EXERCISE DATA:
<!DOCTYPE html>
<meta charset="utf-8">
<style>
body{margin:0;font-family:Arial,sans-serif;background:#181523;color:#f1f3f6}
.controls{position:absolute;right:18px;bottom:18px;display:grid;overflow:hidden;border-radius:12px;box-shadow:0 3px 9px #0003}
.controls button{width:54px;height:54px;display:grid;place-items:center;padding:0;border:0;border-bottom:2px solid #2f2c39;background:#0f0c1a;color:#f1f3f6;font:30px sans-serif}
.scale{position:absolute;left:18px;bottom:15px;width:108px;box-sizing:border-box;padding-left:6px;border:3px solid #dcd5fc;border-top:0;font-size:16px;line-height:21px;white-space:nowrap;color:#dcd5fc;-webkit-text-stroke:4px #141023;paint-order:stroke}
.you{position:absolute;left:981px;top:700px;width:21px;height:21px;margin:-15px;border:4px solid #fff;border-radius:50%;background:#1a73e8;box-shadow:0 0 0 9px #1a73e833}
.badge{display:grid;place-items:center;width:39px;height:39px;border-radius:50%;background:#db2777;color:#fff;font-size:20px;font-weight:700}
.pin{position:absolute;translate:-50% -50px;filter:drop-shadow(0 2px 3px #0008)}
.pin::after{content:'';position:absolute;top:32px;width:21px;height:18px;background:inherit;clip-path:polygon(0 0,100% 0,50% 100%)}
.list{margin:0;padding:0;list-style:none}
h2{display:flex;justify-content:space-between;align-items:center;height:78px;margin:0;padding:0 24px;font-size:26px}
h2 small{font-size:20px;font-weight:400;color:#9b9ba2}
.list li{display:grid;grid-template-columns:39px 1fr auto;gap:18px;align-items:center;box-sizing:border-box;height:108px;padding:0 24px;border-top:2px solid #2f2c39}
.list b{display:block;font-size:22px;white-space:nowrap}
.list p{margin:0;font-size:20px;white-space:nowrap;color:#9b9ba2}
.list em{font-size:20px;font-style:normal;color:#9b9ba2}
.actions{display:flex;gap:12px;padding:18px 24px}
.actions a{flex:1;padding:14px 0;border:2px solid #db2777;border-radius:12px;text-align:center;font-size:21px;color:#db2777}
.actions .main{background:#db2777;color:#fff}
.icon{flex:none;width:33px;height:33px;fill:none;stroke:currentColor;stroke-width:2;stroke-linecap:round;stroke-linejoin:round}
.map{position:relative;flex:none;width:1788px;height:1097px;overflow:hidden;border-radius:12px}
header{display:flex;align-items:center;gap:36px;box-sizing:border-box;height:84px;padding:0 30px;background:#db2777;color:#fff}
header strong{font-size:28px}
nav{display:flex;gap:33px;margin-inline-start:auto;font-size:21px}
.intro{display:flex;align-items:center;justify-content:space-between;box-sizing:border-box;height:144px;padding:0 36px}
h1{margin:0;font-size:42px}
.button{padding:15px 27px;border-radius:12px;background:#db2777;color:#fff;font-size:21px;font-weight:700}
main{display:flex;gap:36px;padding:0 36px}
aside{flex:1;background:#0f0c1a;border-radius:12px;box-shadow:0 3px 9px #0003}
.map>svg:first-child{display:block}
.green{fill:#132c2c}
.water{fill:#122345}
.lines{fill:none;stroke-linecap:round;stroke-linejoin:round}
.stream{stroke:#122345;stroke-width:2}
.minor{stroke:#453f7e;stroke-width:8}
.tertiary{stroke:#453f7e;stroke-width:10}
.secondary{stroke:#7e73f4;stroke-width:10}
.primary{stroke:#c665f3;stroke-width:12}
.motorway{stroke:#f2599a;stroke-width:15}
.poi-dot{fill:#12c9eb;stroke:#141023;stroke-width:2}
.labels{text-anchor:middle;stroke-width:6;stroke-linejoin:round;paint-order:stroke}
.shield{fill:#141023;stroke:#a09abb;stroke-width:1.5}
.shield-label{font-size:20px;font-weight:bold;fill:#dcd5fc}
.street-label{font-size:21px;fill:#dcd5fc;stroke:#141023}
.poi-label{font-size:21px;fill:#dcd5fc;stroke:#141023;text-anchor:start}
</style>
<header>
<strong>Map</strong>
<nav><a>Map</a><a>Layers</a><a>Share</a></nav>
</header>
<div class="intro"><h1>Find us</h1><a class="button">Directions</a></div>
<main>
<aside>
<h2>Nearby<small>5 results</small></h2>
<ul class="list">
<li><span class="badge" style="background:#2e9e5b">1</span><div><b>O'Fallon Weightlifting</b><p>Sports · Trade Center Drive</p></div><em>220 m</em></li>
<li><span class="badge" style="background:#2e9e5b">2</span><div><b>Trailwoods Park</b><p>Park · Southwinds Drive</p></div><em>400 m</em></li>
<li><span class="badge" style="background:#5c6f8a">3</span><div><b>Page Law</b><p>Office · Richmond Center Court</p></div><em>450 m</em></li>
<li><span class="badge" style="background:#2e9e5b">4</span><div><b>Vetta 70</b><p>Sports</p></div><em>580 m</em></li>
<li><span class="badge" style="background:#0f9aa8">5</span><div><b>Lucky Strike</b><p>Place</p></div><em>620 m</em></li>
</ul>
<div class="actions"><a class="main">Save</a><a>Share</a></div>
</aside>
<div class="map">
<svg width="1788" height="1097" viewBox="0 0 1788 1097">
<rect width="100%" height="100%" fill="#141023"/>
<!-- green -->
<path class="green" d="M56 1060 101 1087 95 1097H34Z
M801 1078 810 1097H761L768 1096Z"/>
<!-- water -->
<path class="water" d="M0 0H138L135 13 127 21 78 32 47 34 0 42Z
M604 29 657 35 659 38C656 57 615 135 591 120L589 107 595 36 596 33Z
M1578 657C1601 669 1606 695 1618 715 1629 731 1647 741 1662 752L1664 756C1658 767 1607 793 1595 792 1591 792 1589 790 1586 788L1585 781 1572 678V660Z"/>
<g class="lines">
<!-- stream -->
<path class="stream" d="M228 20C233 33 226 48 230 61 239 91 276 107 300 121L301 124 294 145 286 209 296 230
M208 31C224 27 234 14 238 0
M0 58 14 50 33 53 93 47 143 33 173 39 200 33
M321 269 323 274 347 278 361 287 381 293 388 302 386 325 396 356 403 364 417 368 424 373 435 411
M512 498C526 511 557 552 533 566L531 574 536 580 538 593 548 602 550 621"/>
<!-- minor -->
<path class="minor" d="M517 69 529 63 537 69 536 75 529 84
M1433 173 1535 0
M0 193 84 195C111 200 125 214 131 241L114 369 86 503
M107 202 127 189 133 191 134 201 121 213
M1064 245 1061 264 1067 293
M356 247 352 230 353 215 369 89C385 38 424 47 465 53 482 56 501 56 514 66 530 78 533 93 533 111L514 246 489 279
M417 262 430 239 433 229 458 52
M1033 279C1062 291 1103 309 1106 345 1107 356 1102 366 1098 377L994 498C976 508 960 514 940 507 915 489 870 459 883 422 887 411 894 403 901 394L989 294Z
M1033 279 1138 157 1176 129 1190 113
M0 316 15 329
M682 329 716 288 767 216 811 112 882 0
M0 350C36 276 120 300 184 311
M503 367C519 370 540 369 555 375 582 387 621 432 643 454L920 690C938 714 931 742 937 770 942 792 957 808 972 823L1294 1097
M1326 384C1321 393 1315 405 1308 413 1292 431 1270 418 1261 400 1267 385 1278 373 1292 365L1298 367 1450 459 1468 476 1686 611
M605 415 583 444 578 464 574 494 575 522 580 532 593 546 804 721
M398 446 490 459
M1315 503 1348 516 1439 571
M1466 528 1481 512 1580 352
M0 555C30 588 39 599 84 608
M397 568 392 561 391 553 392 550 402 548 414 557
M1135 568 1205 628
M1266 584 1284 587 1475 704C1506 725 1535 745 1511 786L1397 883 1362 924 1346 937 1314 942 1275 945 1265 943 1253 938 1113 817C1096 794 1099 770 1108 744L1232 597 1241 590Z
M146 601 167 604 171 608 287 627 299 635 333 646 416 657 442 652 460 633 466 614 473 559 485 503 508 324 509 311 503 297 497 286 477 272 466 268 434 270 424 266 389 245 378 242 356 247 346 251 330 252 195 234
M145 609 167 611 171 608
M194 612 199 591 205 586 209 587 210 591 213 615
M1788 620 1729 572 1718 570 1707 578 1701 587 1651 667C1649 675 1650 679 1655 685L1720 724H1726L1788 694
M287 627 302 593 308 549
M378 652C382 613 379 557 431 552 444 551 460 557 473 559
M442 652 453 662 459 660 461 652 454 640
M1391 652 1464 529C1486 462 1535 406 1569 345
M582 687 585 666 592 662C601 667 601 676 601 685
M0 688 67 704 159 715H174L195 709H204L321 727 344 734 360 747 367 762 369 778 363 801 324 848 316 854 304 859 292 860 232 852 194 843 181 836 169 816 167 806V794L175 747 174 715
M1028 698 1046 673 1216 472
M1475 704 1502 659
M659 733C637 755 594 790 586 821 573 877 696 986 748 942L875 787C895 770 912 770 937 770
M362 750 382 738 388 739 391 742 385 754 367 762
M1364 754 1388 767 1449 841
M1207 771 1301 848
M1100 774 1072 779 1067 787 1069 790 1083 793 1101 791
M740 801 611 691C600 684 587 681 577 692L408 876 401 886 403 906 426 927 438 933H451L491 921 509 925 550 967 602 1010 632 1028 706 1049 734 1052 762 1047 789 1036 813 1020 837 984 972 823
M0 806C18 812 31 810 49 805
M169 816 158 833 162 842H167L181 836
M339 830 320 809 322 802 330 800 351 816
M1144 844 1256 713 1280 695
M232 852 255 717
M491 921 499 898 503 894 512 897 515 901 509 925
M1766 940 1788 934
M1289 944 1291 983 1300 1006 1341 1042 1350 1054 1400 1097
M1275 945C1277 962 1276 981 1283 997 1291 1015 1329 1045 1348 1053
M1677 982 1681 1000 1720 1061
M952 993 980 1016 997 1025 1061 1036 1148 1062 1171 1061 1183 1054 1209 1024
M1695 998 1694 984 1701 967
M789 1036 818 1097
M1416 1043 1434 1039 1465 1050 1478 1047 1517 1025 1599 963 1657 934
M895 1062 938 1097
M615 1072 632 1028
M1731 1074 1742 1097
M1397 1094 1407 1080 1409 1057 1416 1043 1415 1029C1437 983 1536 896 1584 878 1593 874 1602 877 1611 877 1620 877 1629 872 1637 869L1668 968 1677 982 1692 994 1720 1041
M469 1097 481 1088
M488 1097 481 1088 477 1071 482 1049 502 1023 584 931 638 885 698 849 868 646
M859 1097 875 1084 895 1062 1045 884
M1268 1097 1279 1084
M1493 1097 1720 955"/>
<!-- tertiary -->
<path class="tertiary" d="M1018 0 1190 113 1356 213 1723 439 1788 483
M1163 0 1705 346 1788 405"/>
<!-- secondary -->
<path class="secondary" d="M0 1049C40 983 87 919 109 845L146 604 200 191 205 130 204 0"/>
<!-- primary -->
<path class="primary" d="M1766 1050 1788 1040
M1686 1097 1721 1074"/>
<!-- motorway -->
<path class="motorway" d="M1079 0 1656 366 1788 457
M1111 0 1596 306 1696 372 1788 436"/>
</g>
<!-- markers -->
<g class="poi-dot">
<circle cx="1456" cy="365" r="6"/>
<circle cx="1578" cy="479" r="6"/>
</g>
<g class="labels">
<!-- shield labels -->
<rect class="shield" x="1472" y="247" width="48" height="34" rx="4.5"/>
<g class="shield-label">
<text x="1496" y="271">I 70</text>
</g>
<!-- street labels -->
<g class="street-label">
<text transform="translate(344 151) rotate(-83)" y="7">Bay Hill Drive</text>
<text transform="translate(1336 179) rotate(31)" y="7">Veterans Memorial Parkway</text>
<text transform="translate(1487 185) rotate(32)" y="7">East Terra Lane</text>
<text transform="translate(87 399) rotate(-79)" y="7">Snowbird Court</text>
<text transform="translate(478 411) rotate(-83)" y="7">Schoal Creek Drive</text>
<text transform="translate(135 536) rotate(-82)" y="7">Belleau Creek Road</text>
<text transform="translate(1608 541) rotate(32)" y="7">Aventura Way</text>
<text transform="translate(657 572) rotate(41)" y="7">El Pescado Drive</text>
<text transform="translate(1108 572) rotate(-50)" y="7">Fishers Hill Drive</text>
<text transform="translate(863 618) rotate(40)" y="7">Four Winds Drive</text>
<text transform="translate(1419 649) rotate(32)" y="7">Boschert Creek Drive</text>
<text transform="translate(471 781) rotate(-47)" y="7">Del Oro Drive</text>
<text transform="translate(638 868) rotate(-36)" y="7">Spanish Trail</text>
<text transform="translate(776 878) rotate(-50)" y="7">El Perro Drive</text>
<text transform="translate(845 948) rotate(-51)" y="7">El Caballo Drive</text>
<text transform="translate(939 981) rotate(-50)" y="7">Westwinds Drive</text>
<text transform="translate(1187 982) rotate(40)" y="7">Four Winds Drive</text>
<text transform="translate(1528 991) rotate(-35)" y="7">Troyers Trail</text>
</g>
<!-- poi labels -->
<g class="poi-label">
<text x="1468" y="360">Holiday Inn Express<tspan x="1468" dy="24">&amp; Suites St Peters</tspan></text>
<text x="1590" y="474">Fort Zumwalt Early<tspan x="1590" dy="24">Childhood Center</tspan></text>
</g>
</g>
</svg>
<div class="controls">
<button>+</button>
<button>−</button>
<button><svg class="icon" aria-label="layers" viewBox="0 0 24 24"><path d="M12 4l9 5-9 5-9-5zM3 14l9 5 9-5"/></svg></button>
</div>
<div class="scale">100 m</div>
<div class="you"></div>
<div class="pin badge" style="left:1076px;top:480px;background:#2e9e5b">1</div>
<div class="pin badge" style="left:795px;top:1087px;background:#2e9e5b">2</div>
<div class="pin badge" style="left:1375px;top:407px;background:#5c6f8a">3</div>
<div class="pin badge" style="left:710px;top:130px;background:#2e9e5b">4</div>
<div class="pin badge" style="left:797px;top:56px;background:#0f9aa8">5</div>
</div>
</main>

YOUR TASK: Find the lines above that hold "hidden", then copy each of them.

ANSWER SECTION:
.controls{position:absolute;right:18px;bottom:18px;display:grid;overflow:hidden;border-radius:12px;box-shadow:0 3px 9px #0003}
.map{position:relative;flex:none;width:1788px;height:1097px;overflow:hidden;border-radius:12px}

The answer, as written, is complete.